To raise money to pay her brother back, and pay for continuing vet bills to help “Rex kick cancer,” Abby and others are spearheading a “Rex’s Rescue Ride,” at the Craig Memorial Equestrian Center at 470 Long Plain Road in Leverett, MA on Route 63 on July 12. Riders can bring their horse and ride the trails. Lunch will be served and is included with the trail ride fee of $30. Those that don’t own a horse can rent one on the property for a fee of $25. Those not wishing to ride can just buy lunch, $10 per adult, $5 for child. There will be pony rides from 10:30 to 3:30 p.m., and a bake sale and raffle. Donations can be sent to Tammy Tergliafera, 7 G Street, Turners Falls, MA 01376, with checks made out to Laura Milewski.

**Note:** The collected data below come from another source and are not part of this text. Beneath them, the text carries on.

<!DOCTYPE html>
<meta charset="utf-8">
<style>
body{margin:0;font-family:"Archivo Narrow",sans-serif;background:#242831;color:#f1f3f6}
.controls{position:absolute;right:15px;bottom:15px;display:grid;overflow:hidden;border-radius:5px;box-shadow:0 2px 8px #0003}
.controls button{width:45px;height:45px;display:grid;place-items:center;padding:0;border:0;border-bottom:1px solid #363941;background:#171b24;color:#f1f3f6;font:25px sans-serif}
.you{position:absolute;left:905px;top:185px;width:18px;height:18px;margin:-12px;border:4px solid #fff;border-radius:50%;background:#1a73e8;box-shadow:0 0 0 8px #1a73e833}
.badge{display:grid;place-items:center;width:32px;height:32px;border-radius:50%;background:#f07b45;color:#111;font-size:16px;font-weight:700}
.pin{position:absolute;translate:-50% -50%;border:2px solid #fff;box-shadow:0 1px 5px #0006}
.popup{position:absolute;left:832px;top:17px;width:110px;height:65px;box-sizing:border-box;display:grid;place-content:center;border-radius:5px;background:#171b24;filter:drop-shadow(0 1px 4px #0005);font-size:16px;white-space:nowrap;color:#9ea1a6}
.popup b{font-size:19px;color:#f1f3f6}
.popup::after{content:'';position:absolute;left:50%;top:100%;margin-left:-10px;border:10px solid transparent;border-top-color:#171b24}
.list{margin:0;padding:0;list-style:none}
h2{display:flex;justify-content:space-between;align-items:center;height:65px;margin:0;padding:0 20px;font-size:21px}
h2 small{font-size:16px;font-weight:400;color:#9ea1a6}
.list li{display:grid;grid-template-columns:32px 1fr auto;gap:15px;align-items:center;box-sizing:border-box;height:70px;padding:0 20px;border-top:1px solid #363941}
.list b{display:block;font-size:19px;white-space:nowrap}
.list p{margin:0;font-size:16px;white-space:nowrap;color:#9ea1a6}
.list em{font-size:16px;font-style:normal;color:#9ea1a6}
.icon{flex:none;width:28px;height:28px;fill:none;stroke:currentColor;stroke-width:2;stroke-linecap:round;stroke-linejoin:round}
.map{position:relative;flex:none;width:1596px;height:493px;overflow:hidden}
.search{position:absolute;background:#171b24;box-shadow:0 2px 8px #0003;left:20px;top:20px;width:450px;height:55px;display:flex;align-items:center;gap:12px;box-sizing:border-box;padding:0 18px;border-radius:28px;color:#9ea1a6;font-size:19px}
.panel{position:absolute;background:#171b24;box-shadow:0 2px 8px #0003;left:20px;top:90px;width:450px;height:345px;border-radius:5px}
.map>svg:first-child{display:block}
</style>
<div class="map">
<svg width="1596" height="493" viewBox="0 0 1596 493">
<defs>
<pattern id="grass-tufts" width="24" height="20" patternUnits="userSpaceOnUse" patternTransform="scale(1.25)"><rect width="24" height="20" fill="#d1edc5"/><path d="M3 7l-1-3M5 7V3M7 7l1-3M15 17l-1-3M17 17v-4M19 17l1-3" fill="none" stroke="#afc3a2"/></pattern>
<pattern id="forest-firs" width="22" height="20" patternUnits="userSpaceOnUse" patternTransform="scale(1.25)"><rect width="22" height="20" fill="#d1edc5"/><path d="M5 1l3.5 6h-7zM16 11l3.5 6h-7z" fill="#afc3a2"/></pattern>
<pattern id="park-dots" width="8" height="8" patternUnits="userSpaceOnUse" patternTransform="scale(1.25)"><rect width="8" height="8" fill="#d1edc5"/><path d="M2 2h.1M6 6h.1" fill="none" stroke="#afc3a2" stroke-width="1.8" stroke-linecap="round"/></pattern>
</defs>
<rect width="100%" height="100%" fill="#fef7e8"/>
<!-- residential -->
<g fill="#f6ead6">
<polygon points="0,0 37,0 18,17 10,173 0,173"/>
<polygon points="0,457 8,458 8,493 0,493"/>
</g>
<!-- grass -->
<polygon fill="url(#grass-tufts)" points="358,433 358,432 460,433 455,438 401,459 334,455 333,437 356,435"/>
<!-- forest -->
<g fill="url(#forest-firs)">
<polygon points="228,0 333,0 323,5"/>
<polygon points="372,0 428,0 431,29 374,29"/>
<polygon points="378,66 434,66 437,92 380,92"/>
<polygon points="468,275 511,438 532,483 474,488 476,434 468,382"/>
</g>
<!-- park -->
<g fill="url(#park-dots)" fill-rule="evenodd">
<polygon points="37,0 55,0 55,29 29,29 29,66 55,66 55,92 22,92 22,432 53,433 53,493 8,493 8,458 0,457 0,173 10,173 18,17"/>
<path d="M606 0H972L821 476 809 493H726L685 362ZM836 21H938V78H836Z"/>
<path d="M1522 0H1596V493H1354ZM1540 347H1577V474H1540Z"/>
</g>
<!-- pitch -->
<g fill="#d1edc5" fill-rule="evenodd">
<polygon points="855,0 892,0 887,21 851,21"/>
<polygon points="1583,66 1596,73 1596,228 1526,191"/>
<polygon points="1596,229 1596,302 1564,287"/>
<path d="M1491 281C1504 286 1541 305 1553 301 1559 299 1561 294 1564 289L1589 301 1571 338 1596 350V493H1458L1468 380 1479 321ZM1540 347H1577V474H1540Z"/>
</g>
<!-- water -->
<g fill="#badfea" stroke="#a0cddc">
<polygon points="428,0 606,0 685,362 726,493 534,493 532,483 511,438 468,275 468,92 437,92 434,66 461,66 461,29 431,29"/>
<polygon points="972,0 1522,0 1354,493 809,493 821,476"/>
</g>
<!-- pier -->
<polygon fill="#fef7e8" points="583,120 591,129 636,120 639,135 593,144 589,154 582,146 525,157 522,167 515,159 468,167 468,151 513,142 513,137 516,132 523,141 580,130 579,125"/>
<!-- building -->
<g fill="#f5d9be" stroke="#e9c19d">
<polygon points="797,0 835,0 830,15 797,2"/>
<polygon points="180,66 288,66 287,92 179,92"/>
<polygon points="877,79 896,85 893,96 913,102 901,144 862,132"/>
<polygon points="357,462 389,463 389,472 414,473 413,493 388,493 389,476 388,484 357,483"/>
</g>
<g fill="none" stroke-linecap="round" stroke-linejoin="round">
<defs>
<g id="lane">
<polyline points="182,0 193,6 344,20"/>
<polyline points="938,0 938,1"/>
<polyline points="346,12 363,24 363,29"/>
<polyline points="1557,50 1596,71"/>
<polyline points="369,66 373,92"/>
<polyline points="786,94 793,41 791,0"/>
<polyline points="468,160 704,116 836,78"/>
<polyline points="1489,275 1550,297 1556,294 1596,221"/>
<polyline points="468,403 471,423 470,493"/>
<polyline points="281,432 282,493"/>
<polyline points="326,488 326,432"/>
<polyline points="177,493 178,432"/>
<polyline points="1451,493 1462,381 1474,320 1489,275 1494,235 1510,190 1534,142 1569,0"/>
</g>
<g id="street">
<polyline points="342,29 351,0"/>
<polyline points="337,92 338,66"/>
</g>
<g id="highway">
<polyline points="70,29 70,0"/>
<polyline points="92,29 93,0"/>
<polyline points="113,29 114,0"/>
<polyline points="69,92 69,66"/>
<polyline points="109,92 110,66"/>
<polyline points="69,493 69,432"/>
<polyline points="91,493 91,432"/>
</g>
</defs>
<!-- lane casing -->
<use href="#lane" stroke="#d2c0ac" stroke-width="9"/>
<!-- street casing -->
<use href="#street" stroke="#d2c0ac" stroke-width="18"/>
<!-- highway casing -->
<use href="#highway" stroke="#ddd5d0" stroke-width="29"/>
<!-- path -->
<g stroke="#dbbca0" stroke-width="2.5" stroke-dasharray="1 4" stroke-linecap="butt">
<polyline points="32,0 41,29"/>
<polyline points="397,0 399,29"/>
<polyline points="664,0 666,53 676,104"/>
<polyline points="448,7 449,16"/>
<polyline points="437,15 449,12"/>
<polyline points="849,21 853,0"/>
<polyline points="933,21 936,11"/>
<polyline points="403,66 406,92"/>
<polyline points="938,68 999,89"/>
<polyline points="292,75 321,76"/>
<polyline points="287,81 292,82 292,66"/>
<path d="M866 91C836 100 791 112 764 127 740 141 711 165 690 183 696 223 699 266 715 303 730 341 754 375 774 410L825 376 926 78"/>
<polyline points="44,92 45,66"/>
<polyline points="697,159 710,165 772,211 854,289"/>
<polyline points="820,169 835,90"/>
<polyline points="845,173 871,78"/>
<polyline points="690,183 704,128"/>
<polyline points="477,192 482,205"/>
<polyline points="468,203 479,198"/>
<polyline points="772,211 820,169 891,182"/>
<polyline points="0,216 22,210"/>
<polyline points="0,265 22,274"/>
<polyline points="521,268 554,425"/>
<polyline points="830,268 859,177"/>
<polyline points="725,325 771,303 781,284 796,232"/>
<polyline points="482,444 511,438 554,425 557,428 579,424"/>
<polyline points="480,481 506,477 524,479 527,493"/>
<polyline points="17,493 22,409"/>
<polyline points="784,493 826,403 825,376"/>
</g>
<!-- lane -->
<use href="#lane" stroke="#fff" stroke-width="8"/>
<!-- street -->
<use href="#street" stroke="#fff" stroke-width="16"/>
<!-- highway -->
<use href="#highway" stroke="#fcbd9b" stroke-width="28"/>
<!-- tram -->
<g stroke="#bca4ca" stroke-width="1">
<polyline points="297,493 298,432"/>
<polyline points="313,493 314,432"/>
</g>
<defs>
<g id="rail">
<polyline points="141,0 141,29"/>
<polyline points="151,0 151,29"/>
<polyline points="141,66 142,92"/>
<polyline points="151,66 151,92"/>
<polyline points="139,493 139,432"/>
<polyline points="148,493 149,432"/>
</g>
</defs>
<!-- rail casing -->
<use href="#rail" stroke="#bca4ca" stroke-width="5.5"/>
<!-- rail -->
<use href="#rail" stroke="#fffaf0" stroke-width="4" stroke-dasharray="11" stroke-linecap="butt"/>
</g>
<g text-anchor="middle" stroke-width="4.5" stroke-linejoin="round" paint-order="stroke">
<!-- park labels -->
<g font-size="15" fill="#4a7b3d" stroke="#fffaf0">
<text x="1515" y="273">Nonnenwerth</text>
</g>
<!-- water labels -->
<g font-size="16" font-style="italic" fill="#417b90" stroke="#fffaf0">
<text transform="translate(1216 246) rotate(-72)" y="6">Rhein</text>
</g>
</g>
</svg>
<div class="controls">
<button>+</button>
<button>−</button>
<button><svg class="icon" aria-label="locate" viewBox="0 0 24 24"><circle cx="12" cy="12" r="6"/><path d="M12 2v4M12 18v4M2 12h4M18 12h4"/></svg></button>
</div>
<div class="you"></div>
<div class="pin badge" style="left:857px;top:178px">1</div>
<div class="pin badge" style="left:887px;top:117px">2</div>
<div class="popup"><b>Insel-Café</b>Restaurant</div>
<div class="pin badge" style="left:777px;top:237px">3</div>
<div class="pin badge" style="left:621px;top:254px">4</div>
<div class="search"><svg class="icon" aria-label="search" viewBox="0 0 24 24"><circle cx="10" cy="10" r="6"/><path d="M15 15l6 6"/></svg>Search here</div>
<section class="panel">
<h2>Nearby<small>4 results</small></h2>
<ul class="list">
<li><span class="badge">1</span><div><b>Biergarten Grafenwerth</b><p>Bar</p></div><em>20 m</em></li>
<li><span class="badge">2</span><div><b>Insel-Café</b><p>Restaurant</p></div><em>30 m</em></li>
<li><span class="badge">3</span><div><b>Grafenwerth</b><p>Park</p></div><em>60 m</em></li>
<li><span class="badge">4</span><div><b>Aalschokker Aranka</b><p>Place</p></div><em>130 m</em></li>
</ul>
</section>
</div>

Meanwhile, girls and women competed in English and Western style under the hot sun in 95 degree heat. Walk, canter, back four steps, turn around, walk and so on. Some horses’ manes were intricately braided. Britney Rosewarne of Turners Falls competed with her miniature horse against five other miniatures.  She gave her horse a bath, brushed him, shaved his legs and bridle path to prepare him. She received her horse as a Christmas present three years ago.
Getting the news that her horse is cancer-free would be a great Christmas present for Milewski.
Milewski and Rex looked just like any of the other 43 competitors, emanating the extraordinarily healthy and life-giving bond of their relationship, for better or for worse.